By MICHAEL DALY
7-1-98
The demonstration that astonished the City
of New York was planned in a Ninth Ave. cafe exactly a week ago.
The 20 building trades organizers of the
Roy Kay Task Force convened at the Route 66 Cafe just above W.
55th St. at 9 a.m. last Wednesday. Roy Kay is the New Jersey contractor
who is using nonunion labor to put up the new Transit Authority
building a block and a half down Ninth Ave.
The task force had been picketing the site
for a month and had held a demonstration there on June 11 that
had drawn 5,000 construction workers from the West Side of Manhattan.
The rally had featured a 15-foot inflatable rat as a symbol of
a nonunion contractor.
Even with the rat, the demonstration had
received little public attention. The organizers now decided that
the next rally would draw workers from all five boroughs. Grammar
school math was all that was needed to project how this gathering
would compare with the one recruited just from the West Side.
"Much bigger," a task force member
says.
After an hour, the meeting ended and the
task force departed the cafe. Building trades organizers started
putting out the word with leaflets and, most importantly, phone
calls.
"One guy calls five guys who each call
five guys who each call five guys," says Anthony Mancusi,
organizer with the Construction & General Building Laborers'
Local 79. "It's like a chain reaction when there's livelihoods
at stake."
The word spread so quickly that guys were
soon calling guys who had already been called.
"It just blossomed," Mancusi says.
By the organizers' account, they alerted
the police on Friday and again on Monday to expect between 30,000
and 40,000 at a demonstration set for 8 a.m. on June 30.
"We did warn them," Mancusi says. "For some reason, they didn't want to believe us."
The organizers, meanwhile, distributed a
"Rally Reminder" to the union members.
"All members of our affiliated unions
should know this will be a PEACEFUL demonstration," the leaflet
read. "Let's cooperate with the NYPD and make this demonstration
a success."
On Monday night, Mancusi joined in making
a sound tape for the rally. The songs included Marvin Gaye's "What's
Going On?" and the Young Rascals' "People Got to Be
Free."
"I felt like I was preparing for a Vietnam
protest," Mancusi says.
As dawn neared, Mancusi and some fellow organizers
climbed into the "organizing truck." The inflatable
rat was in the back.
"I got two of them," Mancusi says.
"We got a place where they make all sorts of animals. We
got a brochure."
Rain began to fall, but any worries Mancusi
harbored were alleviated as he neared the corner of 44th St. and
Madison Ave. He saw fellow construction workers in doorways and
under awnings.
"Guys were huddling everywhere,"
Mancusi says.
Mancusi and the other organizers hopped out
with a box of 50 American flags. They began to distribute them
as the rain magically ceased and the appointed hour neared.

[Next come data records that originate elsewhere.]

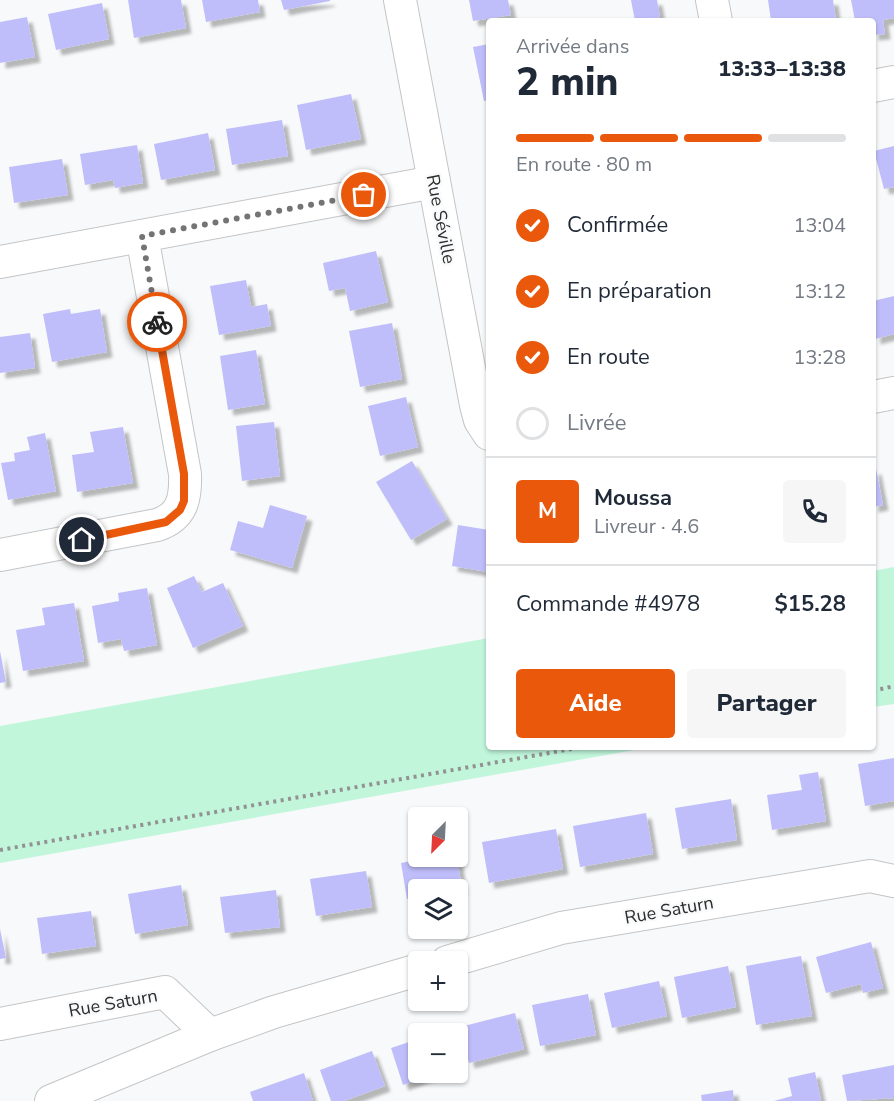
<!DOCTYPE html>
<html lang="fr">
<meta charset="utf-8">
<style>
body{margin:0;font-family:"Nunito Sans",sans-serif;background:#f6f6f7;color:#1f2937;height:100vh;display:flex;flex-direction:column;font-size:22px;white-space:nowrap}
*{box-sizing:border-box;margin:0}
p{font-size:20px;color:#747a83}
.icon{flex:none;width:33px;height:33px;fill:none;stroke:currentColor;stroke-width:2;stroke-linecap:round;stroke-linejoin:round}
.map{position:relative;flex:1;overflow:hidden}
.side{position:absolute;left:486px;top:18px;width:390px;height:732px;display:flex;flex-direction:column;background:#fff;border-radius:6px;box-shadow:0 2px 4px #0004}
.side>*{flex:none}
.needle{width:39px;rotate:204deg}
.tools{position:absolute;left:408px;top:807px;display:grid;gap:12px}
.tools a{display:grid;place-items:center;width:60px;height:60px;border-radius:6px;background:#fff;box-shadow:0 2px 4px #0004;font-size:30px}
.pin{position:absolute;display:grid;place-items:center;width:51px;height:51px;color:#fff;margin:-26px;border:3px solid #fff;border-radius:50%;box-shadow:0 2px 6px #0007}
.courier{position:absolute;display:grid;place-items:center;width:60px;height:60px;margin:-30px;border:4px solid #ea580c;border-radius:50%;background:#fff;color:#222;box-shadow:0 2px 8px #0007}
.overview em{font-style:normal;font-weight:800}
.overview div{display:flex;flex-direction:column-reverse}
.overview{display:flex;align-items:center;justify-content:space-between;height:102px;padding:0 30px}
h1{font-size:39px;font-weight:800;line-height:45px}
.bar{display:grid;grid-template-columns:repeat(4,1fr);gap:9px 6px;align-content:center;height:72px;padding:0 30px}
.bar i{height:8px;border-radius:4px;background:#e0e1e3}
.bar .selected{background:#ea580c}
.bar p{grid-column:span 4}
.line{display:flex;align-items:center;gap:15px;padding:0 30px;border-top:2px solid #e0e1e3}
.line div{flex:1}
.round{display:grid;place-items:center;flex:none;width:63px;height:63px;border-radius:6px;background:#f6f6f7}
ol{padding:0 30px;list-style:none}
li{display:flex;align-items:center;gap:18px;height:66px}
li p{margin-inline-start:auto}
li .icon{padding:6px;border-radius:50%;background:#ea580c;color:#fff;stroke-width:4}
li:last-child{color:#747a83}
li i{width:33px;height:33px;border:3px solid #e0e1e3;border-radius:50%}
.action{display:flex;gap:12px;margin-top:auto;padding:12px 30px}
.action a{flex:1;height:69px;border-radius:6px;background:#ea580c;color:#fff;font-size:24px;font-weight:800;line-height:69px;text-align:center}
.action a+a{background:#f6f6f7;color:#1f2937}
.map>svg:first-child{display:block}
.green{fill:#c1f6db}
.building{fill:#bfbefa;filter:url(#shadow)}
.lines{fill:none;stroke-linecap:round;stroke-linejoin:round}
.street-casing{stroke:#c4c5c6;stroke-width:34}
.path{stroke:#929293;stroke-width:4;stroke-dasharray:3 4.5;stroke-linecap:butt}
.street{stroke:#fff;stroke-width:32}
.done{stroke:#747475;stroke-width:6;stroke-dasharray:0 10.8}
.route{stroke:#ea580c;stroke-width:8}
.labels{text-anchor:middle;stroke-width:4.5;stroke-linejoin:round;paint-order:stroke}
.street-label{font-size:18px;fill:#2d2d2e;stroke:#f8f9fa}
</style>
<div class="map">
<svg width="894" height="1101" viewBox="0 0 894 1101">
<defs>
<filter id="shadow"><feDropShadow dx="5.5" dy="5.5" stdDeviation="1.5" flood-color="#0004"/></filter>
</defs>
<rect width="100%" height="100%" fill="#f8f9fa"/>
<!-- green -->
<g class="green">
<path d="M894 567V704L873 707V571Z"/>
<path d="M489 638V747H651L0 863V726Z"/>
</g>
<!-- building -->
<g class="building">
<path d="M128 0H181L186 28 134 38Z"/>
<path d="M202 0H258L260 12 206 22Z"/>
<path d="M281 0H330V1L284 10Z"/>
<path d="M469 0H508L511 15 473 21Z"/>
<path d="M631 0H657L660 17 635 21Z"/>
<path d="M768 0H833L836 21H771Z"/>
<path d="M851 0H894V18L883 20 885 34 873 35V21H855Z"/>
<path d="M102 3 109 39 56 50 48 14Z"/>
<path d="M27 17 35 57 0 63V22Z"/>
<path d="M489 44V100L484 101 473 47Z"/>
<path d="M351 94 361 139 306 150 297 105Z"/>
<path d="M282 120 288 156 232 165 226 129Z"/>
<path d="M208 133 215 170 161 180 154 144Z"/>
<path d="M137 145 143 183 115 188 113 180 85 185 80 154Z"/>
<path d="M894 146V187L884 189 874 151Z"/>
<path d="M62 159 68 195 14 203 9 167Z"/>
<path d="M376 251 388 302 350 311 345 288 329 291 323 263Z"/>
<path d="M246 280 251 307 267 304 271 326 219 335 210 286Z"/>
<path d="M894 296V334L875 339 873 301Z"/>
<path d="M70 309 71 314 100 309 107 352 52 362 43 314Z"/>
<path d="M392 323 402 379 360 387 349 331Z"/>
<path d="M30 333 35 368 0 373V337Z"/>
<path d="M256 350 265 404 228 410 220 356Z"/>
<path d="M406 397 418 447 380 456 368 406Z"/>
<path d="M274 422 280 476 242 481 236 426Z"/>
<path d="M123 427 133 483 77 492 72 455 94 452 90 432Z"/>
<path d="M45 433 56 491 8 500 1 463 15 461 14 453 30 450 27 437Z"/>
<path d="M412 461 447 519 411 540 376 482Z"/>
<path d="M876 469 883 505 873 507V470Z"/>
<path d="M270 505 307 516 292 568 230 550 238 521 263 528Z"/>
<path d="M458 525 489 530V584L486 583 488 572 452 566Z"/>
<path d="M194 576 202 592 223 583 243 626 193 648 167 588Z"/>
<path d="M147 588 157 645 124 651 121 639 98 643 92 606 119 601 118 593Z"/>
<path d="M74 603 84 661 23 671 16 630 45 625 42 608Z"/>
<path d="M0 651 6 682 0 683Z"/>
<path d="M894 758V801L865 806 858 764Z"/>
<path d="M818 772 826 821 772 830 767 795 802 790 799 775Z"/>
<path d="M731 799 737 840 682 849 675 808Z"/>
<path d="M646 813 653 854 580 867 573 826Z"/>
<path d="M556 829 563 869 489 883 482 842Z"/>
<path d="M438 856H457L462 890H418V897L407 899 401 863Z"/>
<path d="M366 871 372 907 316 916 310 879Z"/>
<path d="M181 885 188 925 135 934 128 894Z"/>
<path d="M276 890 280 927 225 933 220 897Z"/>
<path d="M91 911 96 946 42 954 37 918Z"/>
<path d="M0 929 6 958 0 959Z"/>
<path d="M871 942 883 988 863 993 861 984 826 993 816 957Z"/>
<path d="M801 956 812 1016 756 1025 746 966Z"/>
<path d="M728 966 736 1007 682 1018 674 977Z"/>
<path d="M659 981 667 1016 612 1028 604 993Z"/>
<path d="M588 994 596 1035 540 1046 532 1005Z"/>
<path d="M515 1013 524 1049 469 1063 460 1027Z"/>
<path d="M418 1039V1072L437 1073 403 1085 391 1048Z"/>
<path d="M372 1051 385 1086 344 1101H331L320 1070Z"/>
<path d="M894 1065V1098L847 1101 842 1075Z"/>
<path d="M815 1072 821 1101H774L792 1096 788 1078Z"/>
<path d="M304 1073 313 1101H253L250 1092Z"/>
<path d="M733 1090 734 1101H702L701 1095Z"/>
</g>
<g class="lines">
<defs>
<g id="street">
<path d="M400 0 476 405 480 420 489 434"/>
<path d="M712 0 716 21"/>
<path d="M873 86 894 82"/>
<path d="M0 262 434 182"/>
<path d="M873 397 894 393"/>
<path d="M0 555 157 525C182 517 186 499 185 474L142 236"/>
<path d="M447 962 561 928 870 876 894 881"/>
<path d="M0 1024 165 992 210 1035"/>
<path d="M51 1101 210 1035 274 1012 418 970"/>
</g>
</defs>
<!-- street casing -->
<use href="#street" class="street-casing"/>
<!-- path -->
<g class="path">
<path d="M873 691 894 686"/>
<path d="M0 850 583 747"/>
</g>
<!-- street -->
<use href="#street" class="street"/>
</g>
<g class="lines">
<!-- done -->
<path class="done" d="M157 322 142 236 364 195"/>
<!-- route -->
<path class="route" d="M82 540 166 522 180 510 184 501V474L157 322"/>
</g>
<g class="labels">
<!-- street labels -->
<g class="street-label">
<text transform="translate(441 219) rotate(79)" y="6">Rue Séville</text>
<text transform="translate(669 910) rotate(-10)" y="6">Rue Saturn</text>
<text transform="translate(113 1003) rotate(-10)" y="6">Rue Saturn</text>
</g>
</g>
</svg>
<div class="tools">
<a><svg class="needle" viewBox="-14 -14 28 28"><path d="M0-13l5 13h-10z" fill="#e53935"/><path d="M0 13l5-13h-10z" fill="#747a83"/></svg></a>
<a><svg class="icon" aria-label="layers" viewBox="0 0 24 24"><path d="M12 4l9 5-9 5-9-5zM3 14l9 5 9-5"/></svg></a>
<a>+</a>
<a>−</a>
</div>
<div class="pin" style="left:364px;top:195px;background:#ea580c"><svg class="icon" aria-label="bag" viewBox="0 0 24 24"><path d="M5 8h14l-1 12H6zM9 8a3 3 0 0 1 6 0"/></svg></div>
<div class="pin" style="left:82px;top:540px;background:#1f2937"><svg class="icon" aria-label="home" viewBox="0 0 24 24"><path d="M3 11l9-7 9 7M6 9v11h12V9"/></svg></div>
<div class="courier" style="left:157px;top:322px"><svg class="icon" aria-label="bike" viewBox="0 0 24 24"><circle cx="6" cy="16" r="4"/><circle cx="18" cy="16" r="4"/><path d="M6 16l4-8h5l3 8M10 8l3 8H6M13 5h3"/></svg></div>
<section class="side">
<div class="overview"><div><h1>2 min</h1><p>Arrivée dans</p></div><em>13:33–13:38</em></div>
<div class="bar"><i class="selected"></i><i class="selected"></i><i class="selected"></i><i></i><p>En route · 80 m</p></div>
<ol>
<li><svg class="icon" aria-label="check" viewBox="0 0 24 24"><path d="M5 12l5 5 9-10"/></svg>Confirmée<p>13:04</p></li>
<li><svg class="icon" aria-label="check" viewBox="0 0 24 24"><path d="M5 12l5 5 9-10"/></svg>En préparation<p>13:12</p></li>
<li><svg class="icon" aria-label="check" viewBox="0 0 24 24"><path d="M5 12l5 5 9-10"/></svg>En route<p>13:28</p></li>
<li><i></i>Livrée</li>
</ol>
<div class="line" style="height:108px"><b class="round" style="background:#ea580c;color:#fff">M</b><div><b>Moussa</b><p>Livreur · 4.6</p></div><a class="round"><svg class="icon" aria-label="phone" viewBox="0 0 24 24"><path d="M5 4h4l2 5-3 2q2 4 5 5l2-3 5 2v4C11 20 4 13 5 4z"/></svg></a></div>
<div class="line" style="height:78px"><div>Commande #4978</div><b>$15.28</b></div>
<div class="action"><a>Aide</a><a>Partager</a></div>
</section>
</div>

"When the rain stopped, it was amazing,"
Mancusi says. "People were just coming from everywhere."
The tape started up. Thousands began to dance
and clap, as free as the Rascals' song said people just got to
be.
"It was quite a scene," Mancusi
says. "To really see the solidarity."
The inflatable rat was, of course, welcomed
with cheers.
"People love the rat," Mancusi
says.
The demonstrators then started for the construction site. Mancusi was with a contingent of about 1,000 that went across 44th St. and then turned up Sixth Ave. His group embraced the other contingents they encountered as they marched
in the shadows of the spires that had been
erected with the sweat and muscle and skill and nerve of the city's
building trades.
"Everybody calling each other brother
and sister," Mancusi says. "Plasterers, laborers, electricians,
carpenters. The roofers were even out."
The police seemed not at all prepared when
the demonstrators arrived at the building site where 5,000 workers
had gathered three weeks before. A few pushes came to shove.
"It got a little rough, but it quieted
down," Mancusi says.
The demonstrators then headed off to work
having amazed the city they had built spire by spire with no greater
demand than decent wages and no protection other than their unions.
They felt they had now made something of neither steel nor concrete.
"Definitely history was made today," Mancusi said.